**Goal of the exercise**
Output the listing word for word, minus images.

**Information provided**
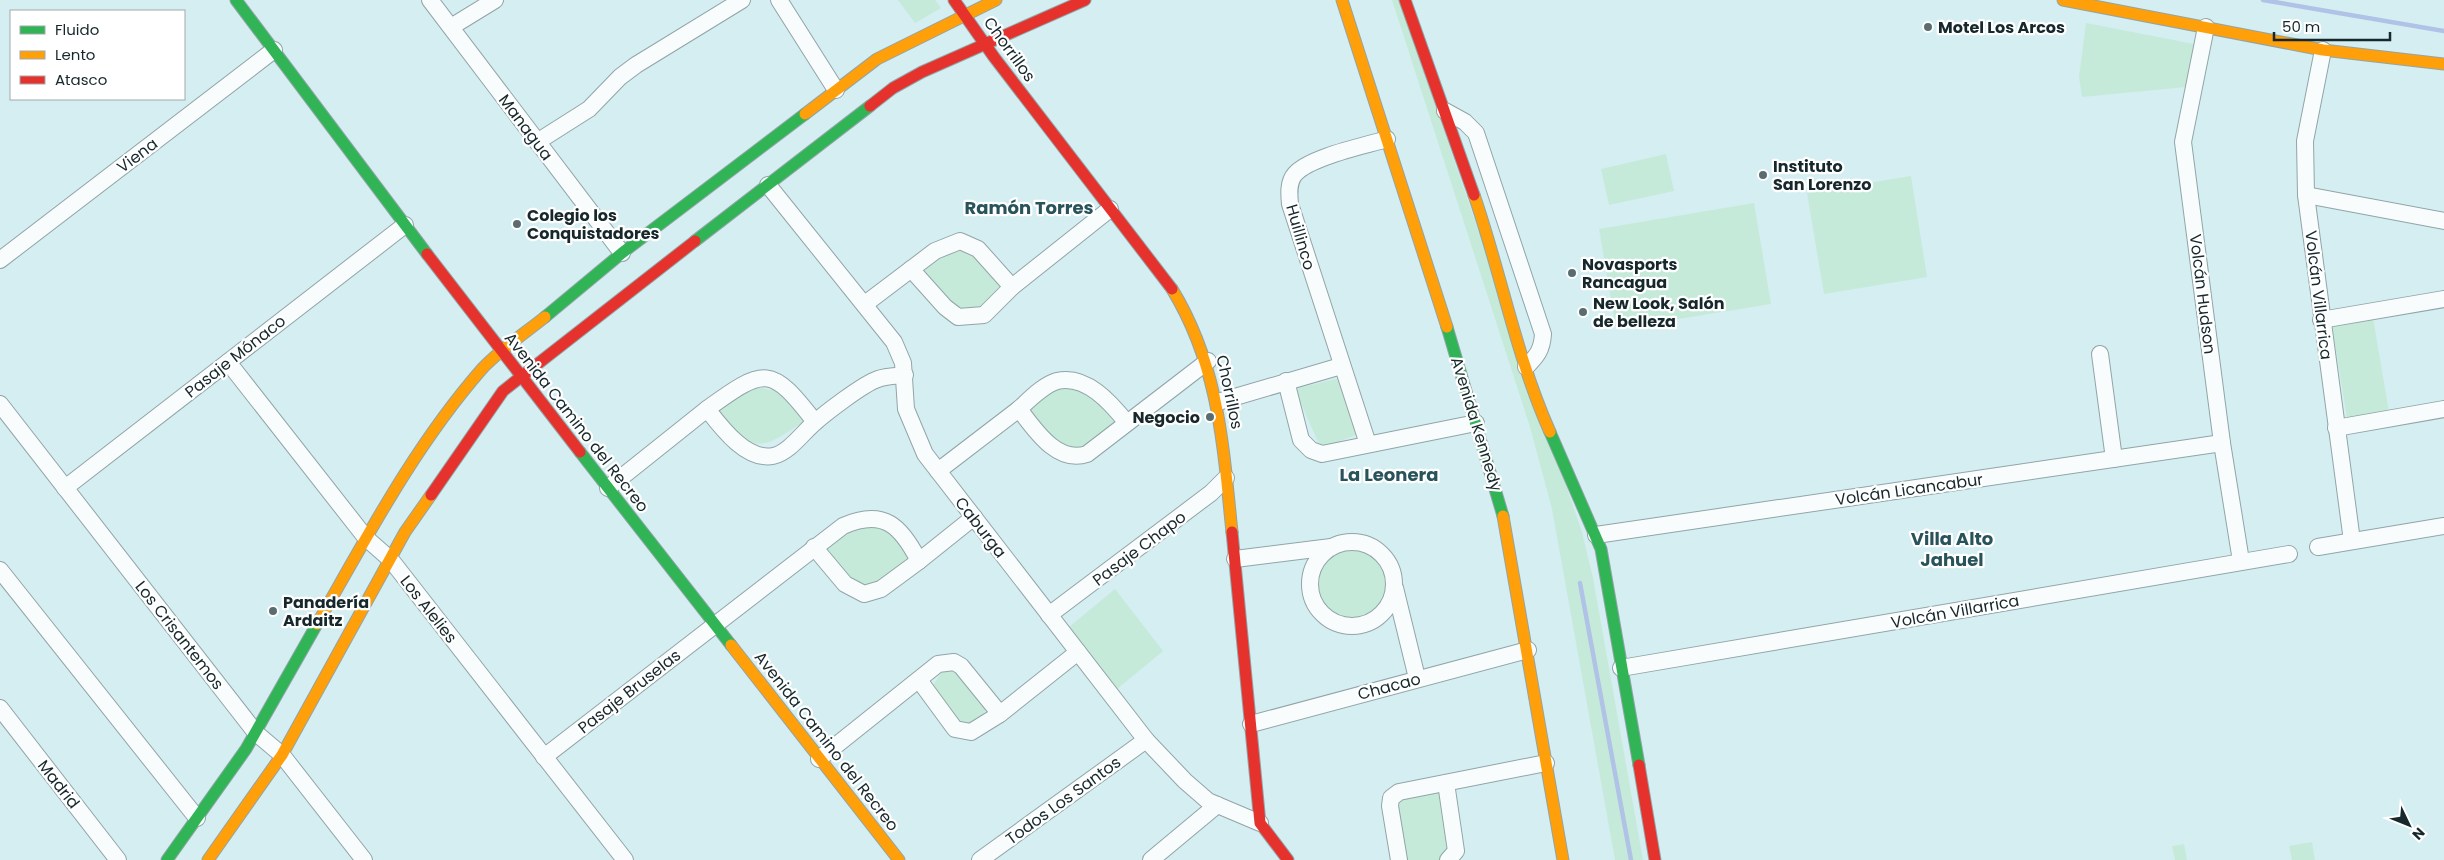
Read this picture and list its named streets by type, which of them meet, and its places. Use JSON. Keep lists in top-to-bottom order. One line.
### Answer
{"streets":{"main road":["Chorrillos","Avenida Camino del Recreo","Avenida Kennedy"],"street":["Managua","Viena","Huillinco","Volcán Hudson","Volcán Villarrica","Pasaje Mónaco","Volcán Licancabur","Caburga","Pasaje Chapo","Los Alelies","Los Crisantemos","Chacao","Pasaje Bruselas","Madrid","Todos Los Santos"]},"crossings":[["Chorrillos","Caburga"],["Chorrillos","Pasaje Chapo"],["Chorrillos","Chacao"],["Viena","Avenida Camino del Recreo"],["Huillinco","Avenida Kennedy"],["Volcán Hudson","Volcán Villarrica"],["Volcán Hudson","Volcán Licancabur"],["Pasaje Mónaco","Avenida Camino del Recreo"],["Pasaje Mónaco","Los Alelies"],["Pasaje Mónaco","Los Crisantemos"],["Avenida Camino del Recreo","Pasaje Bruselas"],["Avenida Kennedy","Chacao"],["Caburga","Pasaje Chapo"],["Caburga","Todos Los Santos"],["Los Alelies","Pasaje Bruselas"]],"districts":["Ramón Torres","La Leonera","Villa Alto Jahuel"],"places":["Motel Los Arcos","Instituto San Lorenzo","Colegio los Conquistadores","Novasports Rancagua","New Look, Salón de belleza","Negocio","Panadería Ardaitz"],"legend":["Fluido","Lento","Atasco"],"scale_bar":"50 m","north":"bottom right"}
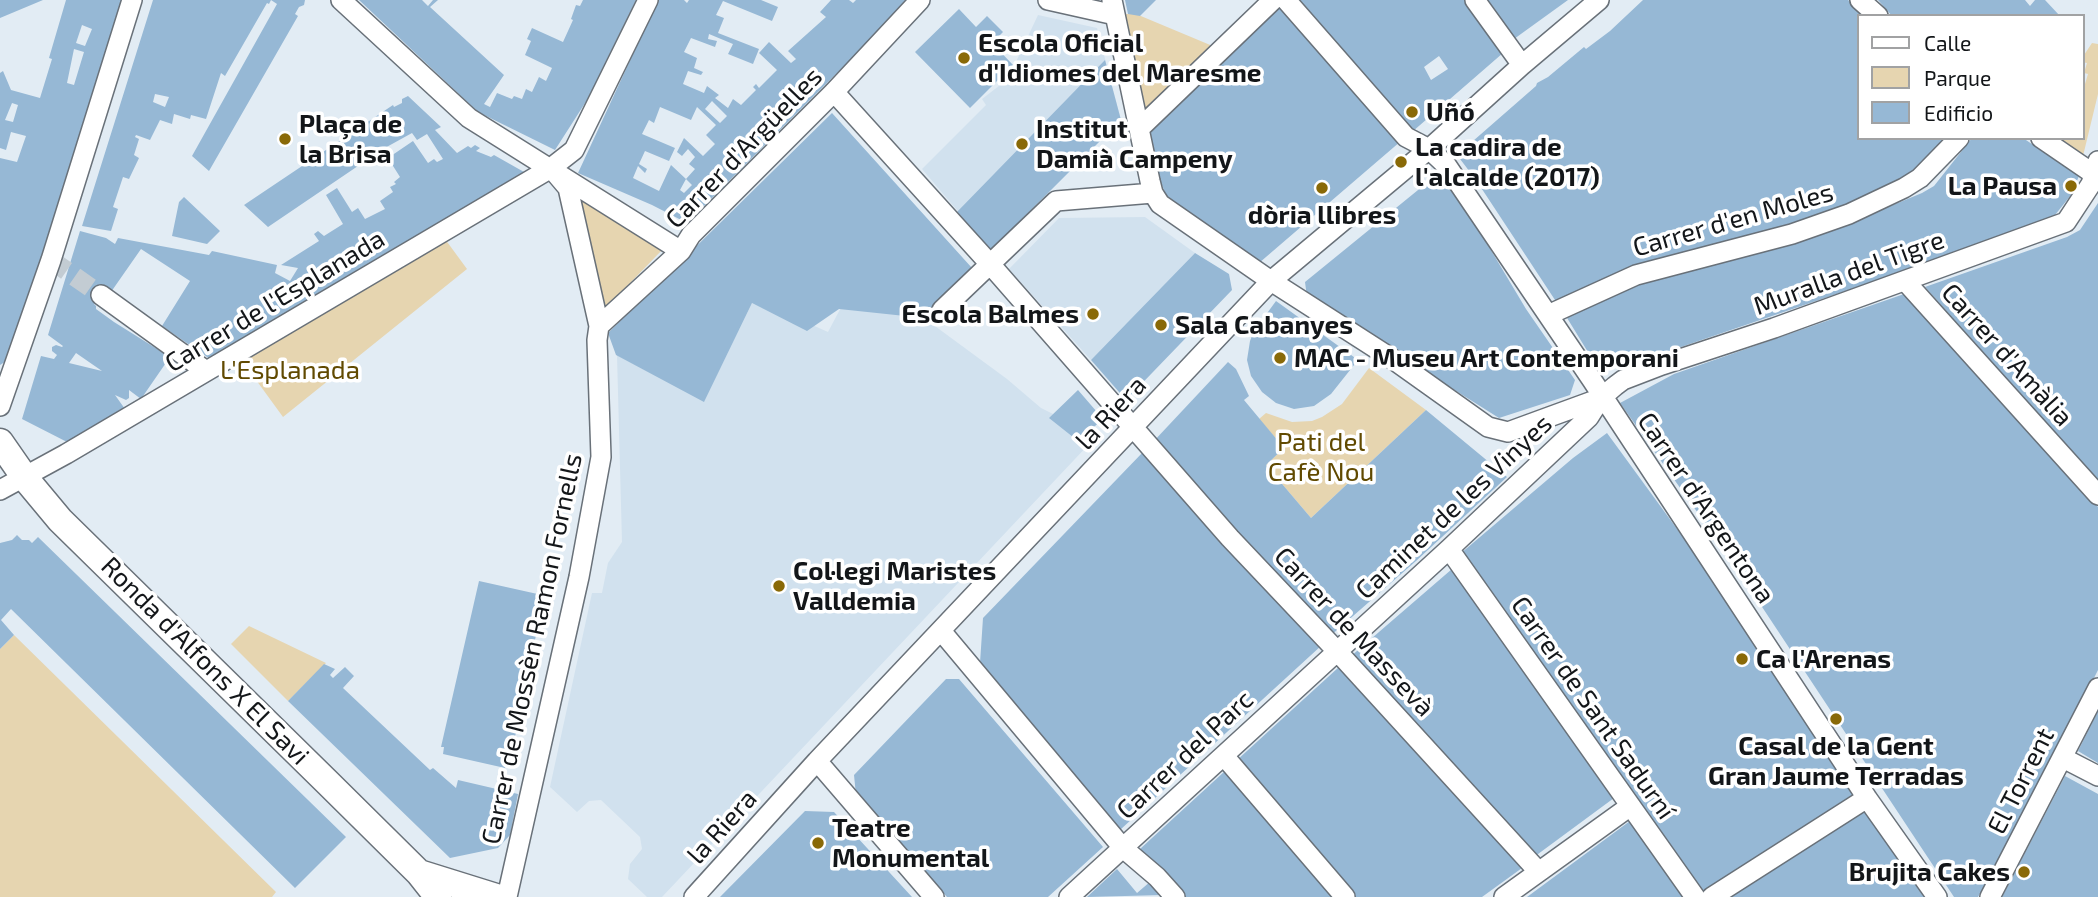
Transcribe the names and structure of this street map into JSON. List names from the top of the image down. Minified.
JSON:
{"streets":{"street":["Carrer d'Argüelles","Carrer d'en Moles","Muralla del Tigre","Carrer de l'Esplanada","Carrer d'Amàlia","la Riera","Caminet de les Vinyes","Carrer d'Argentona","Carrer de Massevà","Carrer de Mossèn Ramon Fornells","Ronda d'Alfons X El Savi","Carrer de Sant Sadurní","Carrer del Parc","El Torrent"]},"crossings":[["Carrer d'Argüelles","Carrer de Massevà"],["Carrer d'Argüelles","Carrer de Mossèn Ramon Fornells"],["Carrer d'en Moles","Carrer d'Argentona"],["Muralla del Tigre","Carrer d'Amàlia"],["Muralla del Tigre","Caminet de les Vinyes"],["Muralla del Tigre","Carrer d'Argentona"],["Carrer de l'Esplanada","Carrer de Mossèn Ramon Fornells"],["Carrer de l'Esplanada","Ronda d'Alfons X El Savi"],["la Riera","Carrer d'Argentona"],["la Riera","Carrer de Massevà"],["Caminet de les Vinyes","Carrer d'Argentona"],["Caminet de les Vinyes","Carrer de Massevà"],["Caminet de les Vinyes","Carrer de Sant Sadurní"],["Caminet de les Vinyes","Carrer del Parc"],["Carrer de Massevà","Carrer del Parc"]],"parks":["L'Esplanada","Pati del Cafè Nou"],"places":["Escola Oficial d'Idiomes del Maresme","Uñó","Plaça de la Brisa","Institut Damià Campeny","La cadira de l'alcalde (2017)","La Pausa","dòria llibres","Escola Balmes","Sala Cabanyes","MAC - Museu Art Contemporani","Col·legi Maristes Valldemia","Ca l'Arenas","Casal de la Gent Gran Jaume Terradas","Teatre Monumental","Brujita Cakes"],"legend":["Calle","Parque","Edificio"]}
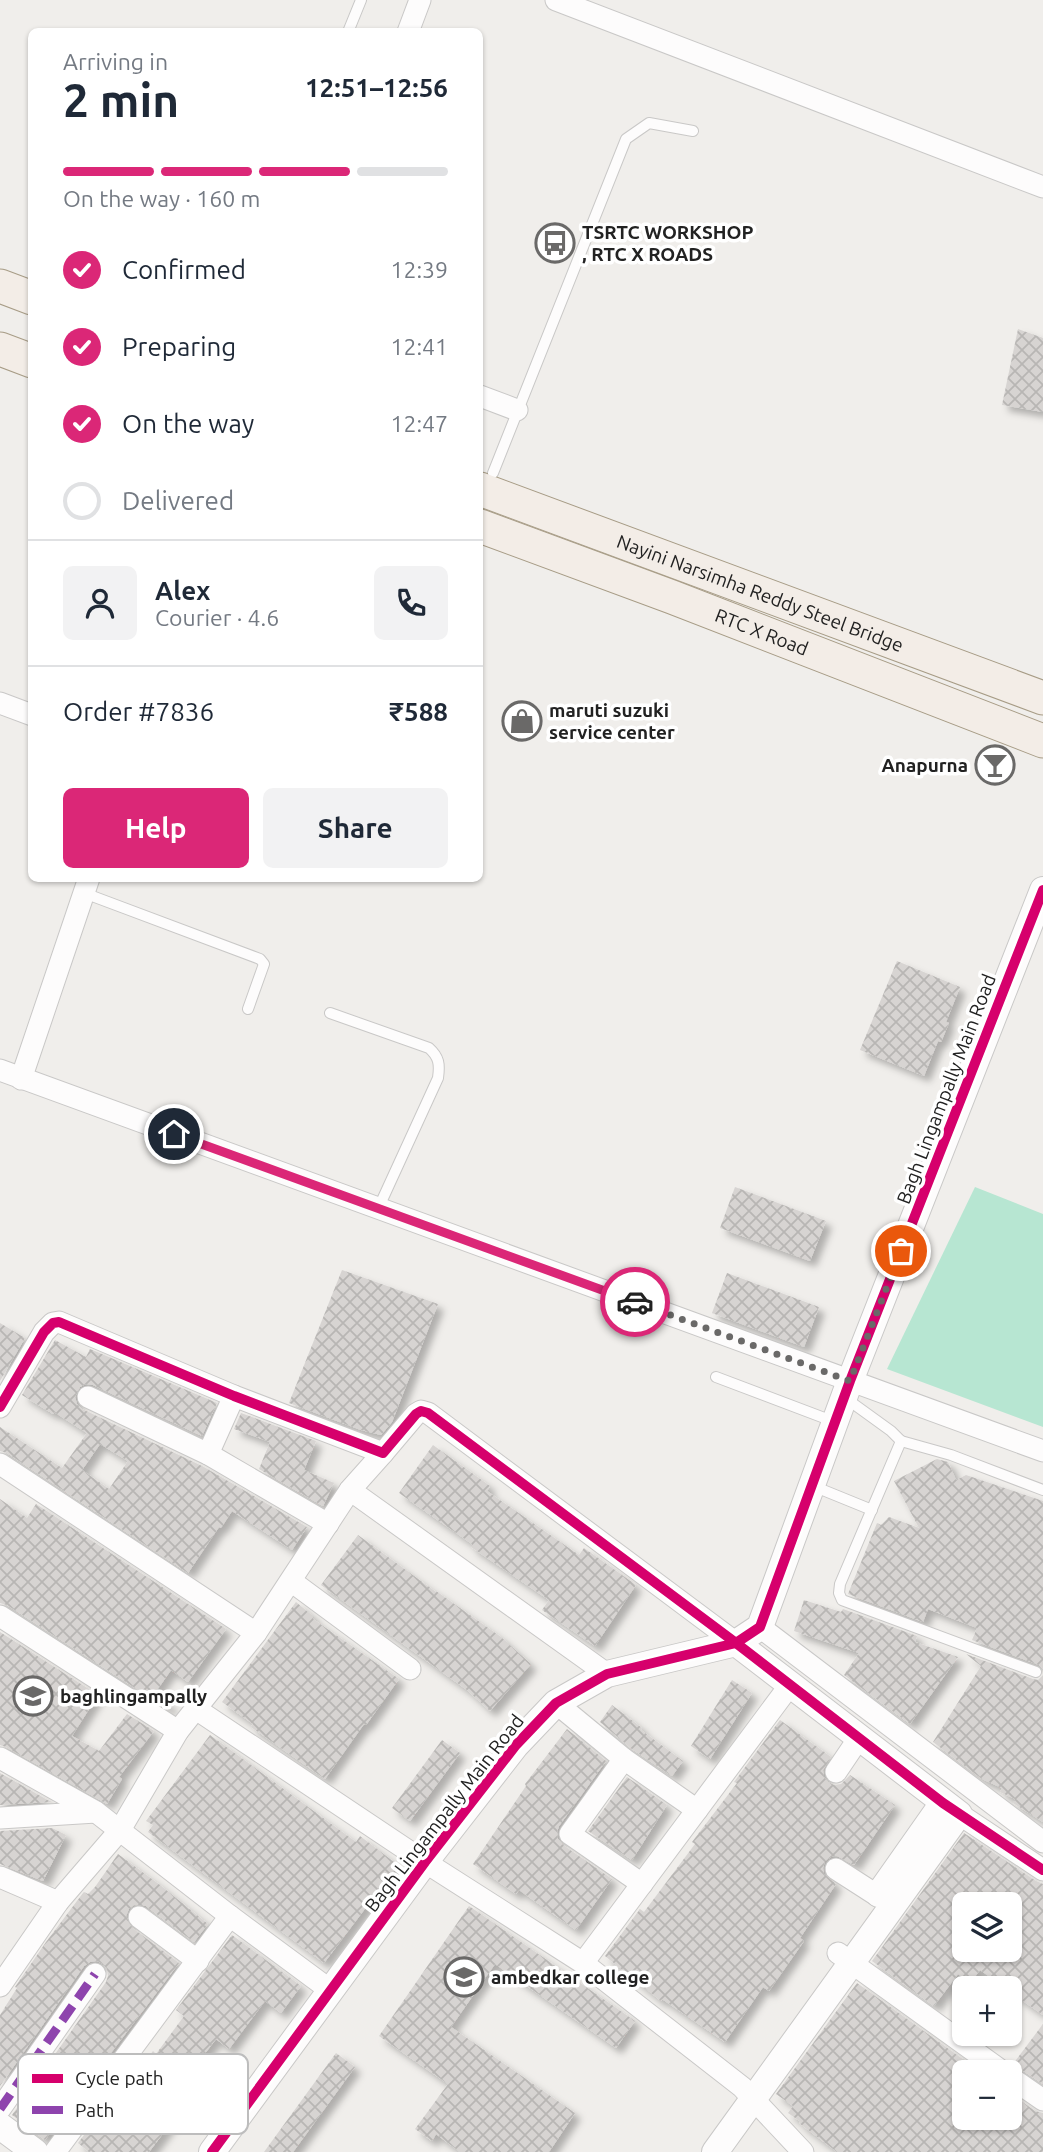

**Response to this task**
Read this picture and list its named streets by type, which of them meet, and its places. Use JSON. Keep lists in top-to-bottom order. One line.
### Answer
{"streets":{"main road":["Chorrillos","Avenida Camino del Recreo","Avenida Kennedy"],"street":["Managua","Viena","Huillinco","Volcán Hudson","Volcán Villarrica","Pasaje Mónaco","Volcán Licancabur","Caburga","Pasaje Chapo","Los Alelies","Los Crisantemos","Chacao","Pasaje Bruselas","Madrid","Todos Los Santos"]},"crossings":[["Chorrillos","Caburga"],["Chorrillos","Pasaje Chapo"],["Chorrillos","Chacao"],["Viena","Avenida Camino del Recreo"],["Huillinco","Avenida Kennedy"],["Volcán Hudson","Volcán Villarrica"],["Volcán Hudson","Volcán Licancabur"],["Pasaje Mónaco","Avenida Camino del Recreo"],["Pasaje Mónaco","Los Alelies"],["Pasaje Mónaco","Los Crisantemos"],["Avenida Camino del Recreo","Pasaje Bruselas"],["Avenida Kennedy","Chacao"],["Caburga","Pasaje Chapo"],["Caburga","Todos Los Santos"],["Los Alelies","Pasaje Bruselas"]],"districts":["Ramón Torres","La Leonera","Villa Alto Jahuel"],"places":["Motel Los Arcos","Instituto San Lorenzo","Colegio los Conquistadores","Novasports Rancagua","New Look, Salón de belleza","Negocio","Panadería Ardaitz"],"legend":["Fluido","Lento","Atasco"],"scale_bar":"50 m","north":"bottom right"}
Transcribe the names and structure of this street map into JSON. List names from the top of the image down. Minified.
JSON:
{"streets":{"street":["Carrer d'Argüelles","Carrer d'en Moles","Muralla del Tigre","Carrer de l'Esplanada","Carrer d'Amàlia","la Riera","Caminet de les Vinyes","Carrer d'Argentona","Carrer de Massevà","Carrer de Mossèn Ramon Fornells","Ronda d'Alfons X El Savi","Carrer de Sant Sadurní","Carrer del Parc","El Torrent"]},"crossings":[["Carrer d'Argüelles","Carrer de Massevà"],["Carrer d'Argüelles","Carrer de Mossèn Ramon Fornells"],["Carrer d'en Moles","Carrer d'Argentona"],["Muralla del Tigre","Carrer d'Amàlia"],["Muralla del Tigre","Caminet de les Vinyes"],["Muralla del Tigre","Carrer d'Argentona"],["Carrer de l'Esplanada","Carrer de Mossèn Ramon Fornells"],["Carrer de l'Esplanada","Ronda d'Alfons X El Savi"],["la Riera","Carrer d'Argentona"],["la Riera","Carrer de Massevà"],["Caminet de les Vinyes","Carrer d'Argentona"],["Caminet de les Vinyes","Carrer de Massevà"],["Caminet de les Vinyes","Carrer de Sant Sadurní"],["Caminet de les Vinyes","Carrer del Parc"],["Carrer de Massevà","Carrer del Parc"]],"parks":["L'Esplanada","Pati del Cafè Nou"],"places":["Escola Oficial d'Idiomes del Maresme","Uñó","Plaça de la Brisa","Institut Damià Campeny","La cadira de l'alcalde (2017)","La Pausa","dòria llibres","Escola Balmes","Sala Cabanyes","MAC - Museu Art Contemporani","Col·legi Maristes Valldemia","Ca l'Arenas","Casal de la Gent Gran Jaume Terradas","Teatre Monumental","Brujita Cakes"],"legend":["Calle","Parque","Edificio"]}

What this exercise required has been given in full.